What needs to be done
In the entries that follow, which lines hold the string "Αλέξανδρου"? List them.

(Saved entries)
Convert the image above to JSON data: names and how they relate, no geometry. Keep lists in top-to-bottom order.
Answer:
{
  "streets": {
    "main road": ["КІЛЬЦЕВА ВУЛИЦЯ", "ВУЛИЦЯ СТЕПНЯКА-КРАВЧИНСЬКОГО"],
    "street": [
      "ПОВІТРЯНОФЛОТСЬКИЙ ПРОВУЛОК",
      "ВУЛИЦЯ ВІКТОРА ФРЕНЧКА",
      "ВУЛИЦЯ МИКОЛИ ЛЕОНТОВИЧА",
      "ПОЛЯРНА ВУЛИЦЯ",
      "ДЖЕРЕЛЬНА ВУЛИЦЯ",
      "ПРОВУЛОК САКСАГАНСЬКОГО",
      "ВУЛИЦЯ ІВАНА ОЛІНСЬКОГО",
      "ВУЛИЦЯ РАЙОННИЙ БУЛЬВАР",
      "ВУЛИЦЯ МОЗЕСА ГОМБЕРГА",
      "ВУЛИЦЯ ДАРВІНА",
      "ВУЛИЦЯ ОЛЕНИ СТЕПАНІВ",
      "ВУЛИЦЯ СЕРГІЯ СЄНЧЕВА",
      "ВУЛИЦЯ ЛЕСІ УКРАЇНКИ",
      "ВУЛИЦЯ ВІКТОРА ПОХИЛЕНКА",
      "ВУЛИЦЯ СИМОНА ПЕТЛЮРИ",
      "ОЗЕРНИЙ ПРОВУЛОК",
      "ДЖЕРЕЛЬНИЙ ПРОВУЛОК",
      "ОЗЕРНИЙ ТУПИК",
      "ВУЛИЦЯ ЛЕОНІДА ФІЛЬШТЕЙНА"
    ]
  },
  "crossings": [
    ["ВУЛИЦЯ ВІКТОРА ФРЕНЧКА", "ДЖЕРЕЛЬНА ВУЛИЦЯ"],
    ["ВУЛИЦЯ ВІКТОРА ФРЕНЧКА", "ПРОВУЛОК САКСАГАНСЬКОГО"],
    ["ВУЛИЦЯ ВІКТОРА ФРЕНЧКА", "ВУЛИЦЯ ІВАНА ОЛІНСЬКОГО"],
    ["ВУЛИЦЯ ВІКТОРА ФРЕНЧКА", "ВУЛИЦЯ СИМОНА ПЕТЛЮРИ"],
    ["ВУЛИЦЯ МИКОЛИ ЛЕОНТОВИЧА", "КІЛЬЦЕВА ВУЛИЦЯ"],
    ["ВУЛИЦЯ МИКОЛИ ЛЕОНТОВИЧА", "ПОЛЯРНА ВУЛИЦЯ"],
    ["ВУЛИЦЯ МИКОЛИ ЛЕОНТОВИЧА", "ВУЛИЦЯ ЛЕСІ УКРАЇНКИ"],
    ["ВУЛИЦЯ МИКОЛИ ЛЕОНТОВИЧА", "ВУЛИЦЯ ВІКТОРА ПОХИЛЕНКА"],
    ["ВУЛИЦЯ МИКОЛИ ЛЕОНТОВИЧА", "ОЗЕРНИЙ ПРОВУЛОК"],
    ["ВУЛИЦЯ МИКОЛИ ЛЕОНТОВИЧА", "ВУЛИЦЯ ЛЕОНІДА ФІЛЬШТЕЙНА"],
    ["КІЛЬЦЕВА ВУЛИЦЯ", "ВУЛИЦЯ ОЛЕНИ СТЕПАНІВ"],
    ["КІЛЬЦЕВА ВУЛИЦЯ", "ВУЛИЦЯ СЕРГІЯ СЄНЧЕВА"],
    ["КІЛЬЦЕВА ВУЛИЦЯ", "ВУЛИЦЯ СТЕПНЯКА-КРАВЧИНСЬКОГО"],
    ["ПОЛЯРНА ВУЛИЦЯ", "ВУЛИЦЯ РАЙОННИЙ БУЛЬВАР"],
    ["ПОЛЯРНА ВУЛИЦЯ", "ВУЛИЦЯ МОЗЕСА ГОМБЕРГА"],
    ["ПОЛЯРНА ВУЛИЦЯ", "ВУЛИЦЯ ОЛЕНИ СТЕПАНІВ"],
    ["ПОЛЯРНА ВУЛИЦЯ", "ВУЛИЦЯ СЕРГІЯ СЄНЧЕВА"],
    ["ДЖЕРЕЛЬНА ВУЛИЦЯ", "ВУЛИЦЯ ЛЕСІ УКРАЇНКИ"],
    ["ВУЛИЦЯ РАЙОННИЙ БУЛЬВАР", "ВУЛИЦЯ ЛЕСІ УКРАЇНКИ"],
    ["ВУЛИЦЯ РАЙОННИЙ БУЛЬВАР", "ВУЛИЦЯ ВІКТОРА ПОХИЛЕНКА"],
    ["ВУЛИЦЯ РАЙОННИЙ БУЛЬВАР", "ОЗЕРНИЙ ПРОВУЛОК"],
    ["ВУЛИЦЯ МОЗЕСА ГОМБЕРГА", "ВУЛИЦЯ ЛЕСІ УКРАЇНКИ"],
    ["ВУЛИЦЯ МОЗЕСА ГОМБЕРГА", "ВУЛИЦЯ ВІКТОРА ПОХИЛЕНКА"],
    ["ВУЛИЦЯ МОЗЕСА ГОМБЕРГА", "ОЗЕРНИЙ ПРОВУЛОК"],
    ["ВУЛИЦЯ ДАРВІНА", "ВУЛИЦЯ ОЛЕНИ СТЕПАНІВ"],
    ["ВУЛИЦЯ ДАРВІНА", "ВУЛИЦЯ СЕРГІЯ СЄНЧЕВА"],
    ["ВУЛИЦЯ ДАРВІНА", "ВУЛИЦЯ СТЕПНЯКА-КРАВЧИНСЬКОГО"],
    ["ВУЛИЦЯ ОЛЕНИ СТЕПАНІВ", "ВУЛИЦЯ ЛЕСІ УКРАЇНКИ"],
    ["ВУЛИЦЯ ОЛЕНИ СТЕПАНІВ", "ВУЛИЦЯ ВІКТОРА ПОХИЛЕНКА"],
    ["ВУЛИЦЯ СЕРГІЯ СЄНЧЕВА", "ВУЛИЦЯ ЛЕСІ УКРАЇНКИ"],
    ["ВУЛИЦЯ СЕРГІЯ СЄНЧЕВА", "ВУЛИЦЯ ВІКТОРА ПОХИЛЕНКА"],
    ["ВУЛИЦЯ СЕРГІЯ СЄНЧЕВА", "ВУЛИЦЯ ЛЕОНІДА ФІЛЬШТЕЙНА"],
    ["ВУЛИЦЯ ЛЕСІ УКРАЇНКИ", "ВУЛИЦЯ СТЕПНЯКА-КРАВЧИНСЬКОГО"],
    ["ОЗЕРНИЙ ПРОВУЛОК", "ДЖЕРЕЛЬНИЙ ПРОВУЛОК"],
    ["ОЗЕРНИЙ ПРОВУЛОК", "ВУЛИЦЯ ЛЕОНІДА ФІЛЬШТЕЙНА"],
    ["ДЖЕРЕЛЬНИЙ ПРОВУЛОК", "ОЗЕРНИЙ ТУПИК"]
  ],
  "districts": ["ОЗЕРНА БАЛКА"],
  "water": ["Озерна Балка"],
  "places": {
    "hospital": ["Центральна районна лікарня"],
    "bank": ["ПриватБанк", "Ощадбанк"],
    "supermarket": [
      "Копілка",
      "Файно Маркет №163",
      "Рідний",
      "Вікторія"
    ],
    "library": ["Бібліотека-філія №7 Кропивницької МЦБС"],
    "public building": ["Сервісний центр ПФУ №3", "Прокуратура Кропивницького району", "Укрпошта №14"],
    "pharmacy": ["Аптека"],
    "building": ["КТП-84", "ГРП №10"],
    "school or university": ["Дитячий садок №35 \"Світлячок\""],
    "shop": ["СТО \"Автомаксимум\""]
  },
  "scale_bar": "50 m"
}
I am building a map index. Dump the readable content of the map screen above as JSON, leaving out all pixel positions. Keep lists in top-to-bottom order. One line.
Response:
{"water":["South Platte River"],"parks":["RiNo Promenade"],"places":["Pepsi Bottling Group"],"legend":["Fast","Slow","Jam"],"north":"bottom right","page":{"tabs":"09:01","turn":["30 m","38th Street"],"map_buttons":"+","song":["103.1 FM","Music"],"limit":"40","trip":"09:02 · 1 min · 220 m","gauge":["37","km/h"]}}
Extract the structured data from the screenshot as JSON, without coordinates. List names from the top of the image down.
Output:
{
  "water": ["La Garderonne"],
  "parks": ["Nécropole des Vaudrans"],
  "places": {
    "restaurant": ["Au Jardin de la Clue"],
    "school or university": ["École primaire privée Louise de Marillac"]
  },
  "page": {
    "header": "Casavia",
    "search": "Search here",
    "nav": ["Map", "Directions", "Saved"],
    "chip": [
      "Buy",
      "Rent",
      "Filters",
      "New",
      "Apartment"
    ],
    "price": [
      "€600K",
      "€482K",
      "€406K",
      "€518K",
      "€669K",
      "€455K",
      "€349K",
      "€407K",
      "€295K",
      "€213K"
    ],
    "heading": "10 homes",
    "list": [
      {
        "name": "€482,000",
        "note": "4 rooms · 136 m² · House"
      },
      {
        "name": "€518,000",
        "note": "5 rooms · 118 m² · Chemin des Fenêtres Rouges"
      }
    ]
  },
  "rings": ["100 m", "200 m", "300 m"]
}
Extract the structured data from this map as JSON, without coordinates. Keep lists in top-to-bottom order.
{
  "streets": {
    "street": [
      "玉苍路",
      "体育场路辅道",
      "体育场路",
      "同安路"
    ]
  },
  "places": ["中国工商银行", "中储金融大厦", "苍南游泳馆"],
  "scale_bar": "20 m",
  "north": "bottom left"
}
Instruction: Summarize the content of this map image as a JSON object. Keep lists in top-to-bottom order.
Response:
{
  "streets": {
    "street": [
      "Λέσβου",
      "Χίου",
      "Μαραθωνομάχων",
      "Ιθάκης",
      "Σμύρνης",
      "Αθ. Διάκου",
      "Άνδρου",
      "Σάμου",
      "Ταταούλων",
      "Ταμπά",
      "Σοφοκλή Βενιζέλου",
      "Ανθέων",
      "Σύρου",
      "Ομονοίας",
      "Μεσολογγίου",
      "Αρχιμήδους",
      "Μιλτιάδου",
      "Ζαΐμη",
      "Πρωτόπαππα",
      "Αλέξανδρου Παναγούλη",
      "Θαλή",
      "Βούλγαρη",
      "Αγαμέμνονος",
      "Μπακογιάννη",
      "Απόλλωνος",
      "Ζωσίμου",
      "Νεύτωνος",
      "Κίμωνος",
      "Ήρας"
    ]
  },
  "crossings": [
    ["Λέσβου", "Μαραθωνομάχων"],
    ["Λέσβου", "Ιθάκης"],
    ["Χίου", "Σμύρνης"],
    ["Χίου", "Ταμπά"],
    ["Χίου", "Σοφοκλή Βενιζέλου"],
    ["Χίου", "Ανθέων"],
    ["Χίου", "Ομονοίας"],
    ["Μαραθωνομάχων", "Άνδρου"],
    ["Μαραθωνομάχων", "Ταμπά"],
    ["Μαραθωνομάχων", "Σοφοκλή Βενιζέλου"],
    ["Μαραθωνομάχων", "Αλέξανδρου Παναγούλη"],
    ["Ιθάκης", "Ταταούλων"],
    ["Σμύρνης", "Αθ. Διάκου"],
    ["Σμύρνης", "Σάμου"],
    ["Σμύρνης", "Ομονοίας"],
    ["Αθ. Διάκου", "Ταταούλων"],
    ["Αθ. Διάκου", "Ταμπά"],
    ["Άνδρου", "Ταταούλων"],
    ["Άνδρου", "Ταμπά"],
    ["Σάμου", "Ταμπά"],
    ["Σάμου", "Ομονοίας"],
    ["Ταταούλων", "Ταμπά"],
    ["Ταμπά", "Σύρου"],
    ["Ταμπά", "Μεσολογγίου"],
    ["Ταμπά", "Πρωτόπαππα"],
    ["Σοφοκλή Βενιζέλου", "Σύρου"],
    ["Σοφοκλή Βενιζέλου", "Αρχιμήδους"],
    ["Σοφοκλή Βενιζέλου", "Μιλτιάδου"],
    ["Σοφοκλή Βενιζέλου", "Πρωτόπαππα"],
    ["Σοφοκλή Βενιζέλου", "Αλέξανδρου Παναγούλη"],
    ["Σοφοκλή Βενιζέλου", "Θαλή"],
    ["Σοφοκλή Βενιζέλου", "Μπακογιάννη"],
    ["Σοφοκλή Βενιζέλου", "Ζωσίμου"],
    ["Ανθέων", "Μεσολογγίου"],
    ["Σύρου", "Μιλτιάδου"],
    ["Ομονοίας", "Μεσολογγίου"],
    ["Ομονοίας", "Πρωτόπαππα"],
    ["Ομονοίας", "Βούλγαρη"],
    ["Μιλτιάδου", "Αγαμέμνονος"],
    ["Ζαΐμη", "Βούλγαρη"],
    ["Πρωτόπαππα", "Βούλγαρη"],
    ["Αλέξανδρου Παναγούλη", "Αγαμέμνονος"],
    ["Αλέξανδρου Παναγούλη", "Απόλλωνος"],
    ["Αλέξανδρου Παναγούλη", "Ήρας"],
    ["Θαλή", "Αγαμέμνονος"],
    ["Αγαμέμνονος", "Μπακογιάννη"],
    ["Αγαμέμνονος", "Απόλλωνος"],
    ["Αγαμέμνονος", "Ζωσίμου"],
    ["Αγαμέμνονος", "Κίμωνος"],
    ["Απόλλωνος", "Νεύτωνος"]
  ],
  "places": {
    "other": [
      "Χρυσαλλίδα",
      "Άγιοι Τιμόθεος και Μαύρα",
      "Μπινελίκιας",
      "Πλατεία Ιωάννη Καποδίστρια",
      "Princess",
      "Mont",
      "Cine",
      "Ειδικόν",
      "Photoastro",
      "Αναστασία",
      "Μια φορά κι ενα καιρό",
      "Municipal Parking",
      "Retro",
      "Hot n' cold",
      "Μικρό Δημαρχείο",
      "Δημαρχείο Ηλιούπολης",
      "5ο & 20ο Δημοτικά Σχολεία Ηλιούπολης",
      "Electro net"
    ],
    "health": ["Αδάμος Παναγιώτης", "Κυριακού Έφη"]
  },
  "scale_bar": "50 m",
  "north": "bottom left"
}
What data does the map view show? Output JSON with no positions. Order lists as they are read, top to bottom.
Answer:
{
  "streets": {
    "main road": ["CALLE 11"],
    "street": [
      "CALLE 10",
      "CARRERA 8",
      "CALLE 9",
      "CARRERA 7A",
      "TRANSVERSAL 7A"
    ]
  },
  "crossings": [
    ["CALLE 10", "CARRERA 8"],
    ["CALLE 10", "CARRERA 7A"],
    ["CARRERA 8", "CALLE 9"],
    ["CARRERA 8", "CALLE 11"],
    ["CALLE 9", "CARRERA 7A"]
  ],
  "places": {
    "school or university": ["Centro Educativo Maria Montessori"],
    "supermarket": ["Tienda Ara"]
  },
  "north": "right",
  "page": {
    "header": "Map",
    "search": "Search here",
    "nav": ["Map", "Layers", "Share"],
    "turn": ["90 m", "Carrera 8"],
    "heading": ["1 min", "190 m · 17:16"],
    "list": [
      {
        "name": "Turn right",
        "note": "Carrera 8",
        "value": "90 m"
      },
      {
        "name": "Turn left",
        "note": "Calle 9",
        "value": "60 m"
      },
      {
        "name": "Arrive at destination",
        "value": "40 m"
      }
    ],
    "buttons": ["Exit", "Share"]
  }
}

Expected output
      "Αλέξανδρου Παναγούλη",
    ["Μαραθωνομάχων", "Αλέξανδρου Παναγούλη"],
    ["Σοφοκλή Βενιζέλου", "Αλέξανδρου Παναγούλη"],
    ["Αλέξανδρου Παναγούλη", "Αγαμέμνονος"],
    ["Αλέξανδρου Παναγούλη", "Απόλλωνος"],
    ["Αλέξανδρου Παναγούλη", "Ήρας"],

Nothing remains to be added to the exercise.